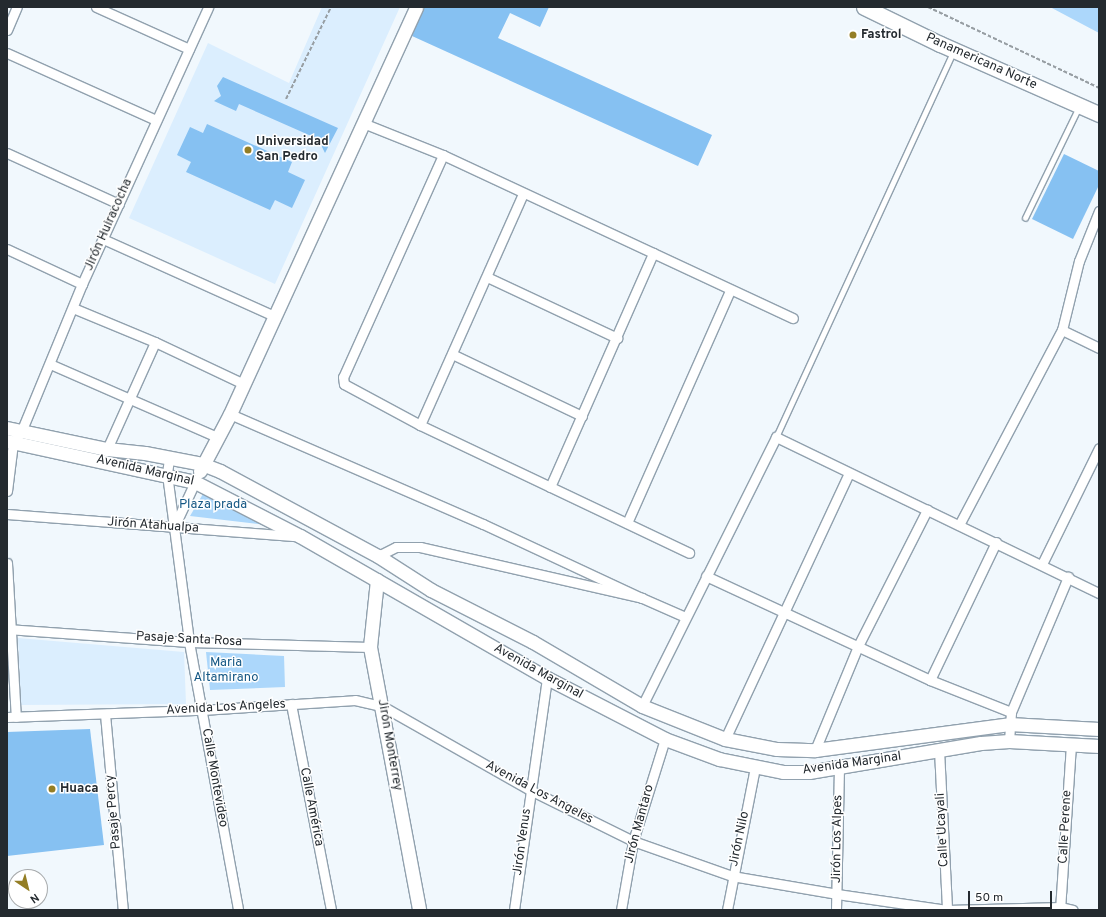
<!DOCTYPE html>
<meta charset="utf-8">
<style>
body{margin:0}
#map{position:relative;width:1106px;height:917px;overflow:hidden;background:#f1f8fd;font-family:Overpass,sans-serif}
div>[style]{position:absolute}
.built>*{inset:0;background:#dbeefe}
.green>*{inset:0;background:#acd7fb}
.building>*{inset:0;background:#86c1f2}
.path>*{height:2px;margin-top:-1px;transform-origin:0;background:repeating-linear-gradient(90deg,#979ea3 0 4px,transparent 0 6px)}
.roads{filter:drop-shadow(1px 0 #91a1ae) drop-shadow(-1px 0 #91a1ae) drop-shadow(0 1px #91a1ae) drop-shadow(0 -1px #91a1ae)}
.service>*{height:4.5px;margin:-2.25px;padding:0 2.25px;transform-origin:2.25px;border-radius:2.25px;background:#fff}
.minor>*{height:9px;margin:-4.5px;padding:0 4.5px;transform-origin:4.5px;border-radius:4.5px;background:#fff}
.secondary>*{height:13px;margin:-6.5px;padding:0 6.5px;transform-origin:6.5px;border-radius:6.5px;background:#fff}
.trunk>*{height:15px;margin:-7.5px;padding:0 7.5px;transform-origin:7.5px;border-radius:7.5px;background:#fff}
.dots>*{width:11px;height:11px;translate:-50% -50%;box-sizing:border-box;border:2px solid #fff;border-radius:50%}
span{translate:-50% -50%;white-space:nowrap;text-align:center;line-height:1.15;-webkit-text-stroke:3px #fff;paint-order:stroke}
.poi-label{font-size:13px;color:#242a2f;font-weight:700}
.left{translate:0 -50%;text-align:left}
.street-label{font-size:13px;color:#242a2f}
.park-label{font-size:13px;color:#145784}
.frame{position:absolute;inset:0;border:8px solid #242a2f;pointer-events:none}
.north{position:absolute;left:8px;top:869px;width:40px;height:40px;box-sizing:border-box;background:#fff;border:1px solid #a7aaac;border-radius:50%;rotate:145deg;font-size:11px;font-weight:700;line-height:16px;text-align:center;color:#242a2f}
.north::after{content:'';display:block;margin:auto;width:14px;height:18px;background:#947e25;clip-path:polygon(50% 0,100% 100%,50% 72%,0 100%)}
.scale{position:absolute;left:968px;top:891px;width:84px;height:18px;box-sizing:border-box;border:2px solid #242a2f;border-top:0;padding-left:5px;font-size:12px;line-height:14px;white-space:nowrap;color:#242a2f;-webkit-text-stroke:3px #fff;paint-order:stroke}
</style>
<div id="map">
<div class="built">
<div style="clip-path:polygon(322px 7px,400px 7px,275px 284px,129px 218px,208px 43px,289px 83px)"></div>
<div style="clip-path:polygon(18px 638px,184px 652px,186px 704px,21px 705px)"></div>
</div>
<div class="green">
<div style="clip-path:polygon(1049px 7px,1099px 7px,1099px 33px,1050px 7px)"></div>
<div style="clip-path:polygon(207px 487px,276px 526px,190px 516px)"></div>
<div style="clip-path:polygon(206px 652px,284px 656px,285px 687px,210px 690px)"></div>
</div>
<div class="building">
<div style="clip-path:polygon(424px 7px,549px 7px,540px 27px,510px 13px,498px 38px,712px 135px,698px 166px,412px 36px)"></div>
<div style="clip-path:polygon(223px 77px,338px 128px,325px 153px,318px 139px,239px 104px,236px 111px,214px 101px,221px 96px,217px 86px)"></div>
<div style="clip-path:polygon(207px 124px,292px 162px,288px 172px,305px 180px,292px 208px,275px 200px,270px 210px,186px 172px,191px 162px,177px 155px,190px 127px,203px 133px)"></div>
<div style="clip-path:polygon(1064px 154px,1099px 171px,1099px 185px,1073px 239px,1032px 219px)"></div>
<div style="clip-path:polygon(90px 729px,104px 845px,7px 856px,7px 732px)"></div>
</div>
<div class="path">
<div style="left:928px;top:7px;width:189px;rotate:25.3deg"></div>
<div style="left:286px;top:99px;width:102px;rotate:-63.9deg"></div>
</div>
<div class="roads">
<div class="service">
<div style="left:1025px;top:218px;width:123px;rotate:-64.1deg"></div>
<div style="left:776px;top:437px;width:424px;rotate:-65.3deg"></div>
</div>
<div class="minor">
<div style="left:96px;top:7px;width:102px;rotate:24.3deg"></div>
<div style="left:7px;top:30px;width:25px;rotate:-67deg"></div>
<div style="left:7px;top:53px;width:163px;rotate:24.2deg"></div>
<div style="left:363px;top:123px;width:86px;rotate:21.8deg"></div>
<div style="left:443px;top:155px;width:386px;rotate:25deg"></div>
<div style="left:7px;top:153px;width:123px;rotate:24.5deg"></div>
<div style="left:443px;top:155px;width:243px;rotate:114.2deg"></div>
<div style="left:343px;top:377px;width:7px;rotate:82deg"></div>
<div style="left:344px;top:384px;width:86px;rotate:28.3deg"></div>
<div style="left:420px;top:425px;width:298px;rotate:25.4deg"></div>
<div style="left:103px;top:239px;width:188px;rotate:24.2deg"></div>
<div style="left:7px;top:249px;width:83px;rotate:25deg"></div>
<div style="left:487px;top:277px;width:144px;rotate:25.1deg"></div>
<div style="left:73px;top:308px;width:89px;rotate:22.5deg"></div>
<div style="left:155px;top:342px;width:98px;rotate:25.3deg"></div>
<div style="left:1062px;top:330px;width:41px;rotate:25.9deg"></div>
<div style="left:452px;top:354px;width:144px;rotate:25.5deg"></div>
<div style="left:50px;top:364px;width:182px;rotate:23.6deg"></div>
<div style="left:230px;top:414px;width:276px;rotate:23.5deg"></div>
<div style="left:483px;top:524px;width:175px;rotate:25deg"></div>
<div style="left:420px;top:425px;width:253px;rotate:-66deg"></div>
<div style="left:107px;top:449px;width:117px;rotate:-65.8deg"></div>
<div style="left:169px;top:459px;width:15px;rotate:98deg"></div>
<div style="left:167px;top:474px;width:169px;rotate:82.5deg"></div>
<div style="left:189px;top:642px;width:272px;rotate:79.6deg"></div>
<div style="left:550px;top:487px;width:256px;rotate:-66.2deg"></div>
<div style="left:7px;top:491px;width:48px;rotate:-82.9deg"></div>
<div style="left:13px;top:443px;width:14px;rotate:-54deg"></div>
<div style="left:21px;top:432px;width:160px;rotate:-67.6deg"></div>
<div style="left:82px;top:284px;width:304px;rotate:-65.5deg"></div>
<div style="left:7px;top:514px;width:290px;rotate:4.4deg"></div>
<div style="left:627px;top:523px;width:254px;rotate:-66.1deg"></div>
<div style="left:959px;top:525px;width:221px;rotate:-62.2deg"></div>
<div style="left:1062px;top:330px;width:71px;rotate:-76.2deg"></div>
<div style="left:1079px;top:261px;width:54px;rotate:-68.2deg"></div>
<div style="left:174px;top:527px;width:50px;rotate:-65deg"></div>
<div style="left:378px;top:556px;width:20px;rotate:-27deg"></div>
<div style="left:396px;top:547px;width:24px"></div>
<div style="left:420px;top:547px;width:228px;rotate:12.9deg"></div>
<div style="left:642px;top:598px;width:47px;rotate:23.8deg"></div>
<div style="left:7px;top:563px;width:154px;rotate:86.7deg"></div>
<div style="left:1042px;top:564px;width:129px;rotate:-63.8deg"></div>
<div style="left:706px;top:576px;width:247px;rotate:24.9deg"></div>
<div style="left:930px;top:680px;width:87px;rotate:21.6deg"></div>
<div style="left:7px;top:629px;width:182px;rotate:4.1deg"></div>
<div style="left:189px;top:642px;width:181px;rotate:1.6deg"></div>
<div style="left:930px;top:680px;width:153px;rotate:-64.4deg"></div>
<div style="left:291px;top:704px;width:210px;rotate:79deg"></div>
<div style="left:642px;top:706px;width:301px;rotate:-63.5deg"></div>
<div style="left:776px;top:437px;width:359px;rotate:25.8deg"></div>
<div style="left:105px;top:714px;width:197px;rotate:84.8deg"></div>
<div style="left:7px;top:717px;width:195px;rotate:-2.1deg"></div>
<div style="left:202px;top:710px;width:153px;rotate:-3.7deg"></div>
<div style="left:355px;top:700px;width:28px;rotate:13deg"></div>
<div style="left:382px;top:706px;width:170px;rotate:29.6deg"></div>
<div style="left:530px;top:790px;width:115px;rotate:26.3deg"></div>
<div style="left:633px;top:841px;width:105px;rotate:19.5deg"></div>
<div style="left:732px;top:876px;width:107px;rotate:9.7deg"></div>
<div style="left:837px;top:894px;width:111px;rotate:8.3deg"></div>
<div style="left:947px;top:910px;width:114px;rotate:-1.5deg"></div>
<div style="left:1061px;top:907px;width:12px;rotate:14deg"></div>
<div style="left:725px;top:739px;width:293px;rotate:-65deg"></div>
<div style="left:1009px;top:741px;width:29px;rotate:-86deg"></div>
<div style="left:1011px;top:712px;width:147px;rotate:-67.1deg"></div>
<div style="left:815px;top:750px;width:113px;rotate:-67.5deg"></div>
<div style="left:858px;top:646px;width:153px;rotate:-63.1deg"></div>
<div style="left:939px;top:750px;width:160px;rotate:87.1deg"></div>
<div style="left:514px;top:910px;width:234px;rotate:-81.9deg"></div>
<div style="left:621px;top:910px;width:70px;rotate:-80.1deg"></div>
<div style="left:633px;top:841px;width:107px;rotate:-72.6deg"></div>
<div style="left:727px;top:910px;width:146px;rotate:-78.9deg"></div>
<div style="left:836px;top:910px;width:141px;rotate:-88.8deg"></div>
<div style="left:1060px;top:910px;width:166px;rotate:-86.2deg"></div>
</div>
<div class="secondary">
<div style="left:7px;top:428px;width:102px;rotate:11.9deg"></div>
<div style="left:107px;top:449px;width:38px;rotate:6deg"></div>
<div style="left:145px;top:453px;width:58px;rotate:10.9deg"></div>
<div style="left:202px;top:464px;width:19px;rotate:21deg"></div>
<div style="left:220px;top:471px;width:179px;rotate:28.3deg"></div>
<div style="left:378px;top:556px;width:63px;rotate:32.7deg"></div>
<div style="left:431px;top:590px;width:114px;rotate:27deg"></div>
<div style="left:533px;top:642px;width:126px;rotate:30.4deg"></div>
<div style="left:642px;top:706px;width:89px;rotate:21.7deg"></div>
<div style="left:725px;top:739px;width:53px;rotate:10.9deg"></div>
<div style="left:777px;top:749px;width:38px;rotate:2deg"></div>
<div style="left:815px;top:750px;width:196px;rotate:-7.6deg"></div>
<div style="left:1009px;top:724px;width:90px;rotate:3.2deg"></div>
<div style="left:7px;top:441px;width:192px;rotate:12.3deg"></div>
<div style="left:195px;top:482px;width:118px;rotate:27.2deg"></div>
<div style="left:300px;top:536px;width:285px;rotate:29.9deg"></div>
<div style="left:547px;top:678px;width:133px;rotate:27.3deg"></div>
<div style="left:665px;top:739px;width:58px;rotate:20.3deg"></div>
<div style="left:719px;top:759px;width:65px;rotate:11.5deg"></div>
<div style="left:783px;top:772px;width:26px"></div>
<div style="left:809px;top:772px;width:174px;rotate:-9.6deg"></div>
<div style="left:981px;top:743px;width:28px;rotate:-4deg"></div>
<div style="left:1009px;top:741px;width:90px;rotate:3.2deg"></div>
<div style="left:200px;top:471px;width:64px;rotate:-62.2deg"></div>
<div style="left:230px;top:414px;width:447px;rotate:-65.4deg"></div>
<div style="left:377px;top:580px;width:67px;rotate:96deg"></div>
<div style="left:370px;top:647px;width:268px;rotate:79.4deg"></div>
</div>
<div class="trunk">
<div style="left:864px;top:7px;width:85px;rotate:26deg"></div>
<div style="left:940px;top:44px;width:174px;rotate:23.8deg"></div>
</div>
</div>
<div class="dots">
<div style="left:853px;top:35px;background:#947e25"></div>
<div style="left:248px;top:150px;background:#947e25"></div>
<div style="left:52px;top:789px;background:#947e25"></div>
</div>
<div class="poi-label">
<span class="left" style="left:861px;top:35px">Fastrol</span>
<span class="left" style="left:256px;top:150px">Universidad<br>San Pedro</span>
<span class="left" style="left:60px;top:789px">Huaca</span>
</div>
<div class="street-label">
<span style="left:981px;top:62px;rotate:24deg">Panamericana Norte</span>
<span style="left:109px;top:225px;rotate:-66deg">Jirón Huiracocha</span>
<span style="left:145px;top:471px;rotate:13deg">Avenida Marginal</span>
<span style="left:153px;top:526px;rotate:4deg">Jirón Atahualpa</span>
<span style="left:189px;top:640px;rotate:3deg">Pasaje Santa Rosa</span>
<span style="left:538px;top:672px;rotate:29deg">Avenida Marginal</span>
<span style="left:226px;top:708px;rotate:-3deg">Avenida Los Angeles</span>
<span style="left:389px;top:745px;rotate:80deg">Jirón Monterrey</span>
<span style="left:852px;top:764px;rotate:-8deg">Avenida Marginal</span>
<span style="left:214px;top:778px;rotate:80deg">Calle Montevideo</span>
<span style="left:539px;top:793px;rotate:28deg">Avenida Los Angeles</span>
<span style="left:311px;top:807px;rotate:79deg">Calle América</span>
<span style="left:114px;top:812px;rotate:-95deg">Pasaje Percy</span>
<span style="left:640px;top:824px;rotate:-75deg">Jirón Mantaro</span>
<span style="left:1066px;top:827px;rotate:-87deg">Calle Perene</span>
<span style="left:943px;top:830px;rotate:-93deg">Calle Ucayali</span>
<span style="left:740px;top:839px;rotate:-78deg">Jirón Nilo</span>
<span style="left:838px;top:839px;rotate:-89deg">Jirón Los Alpes</span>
<span style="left:523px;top:842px;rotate:-82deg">Jirón Venus</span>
</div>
<div class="park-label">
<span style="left:213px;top:505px">Plaza prada</span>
<span style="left:226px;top:671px">Maria<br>Altamirano</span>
</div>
<div class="frame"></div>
<div class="north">N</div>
<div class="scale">50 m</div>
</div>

++++

#### HOW TO COMPLETE THIS TASK:
Return the material line for line, from its beginning to the line that contains "0 4px,transparent 0", with the pictures left out.

#### EXERCISE RESPONSE:
<!DOCTYPE html>
<meta charset="utf-8">
<style>
body{margin:0}
#map{position:relative;width:1106px;height:917px;overflow:hidden;background:#f1f8fd;font-family:Overpass,sans-serif}
div>[style]{position:absolute}
.built>*{inset:0;background:#dbeefe}
.green>*{inset:0;background:#acd7fb}
.building>*{inset:0;background:#86c1f2}
.path>*{height:2px;margin-top:-1px;transform-origin:0;background:repeating-linear-gradient(90deg,#979ea3 0 4px,transparent 0 6px)}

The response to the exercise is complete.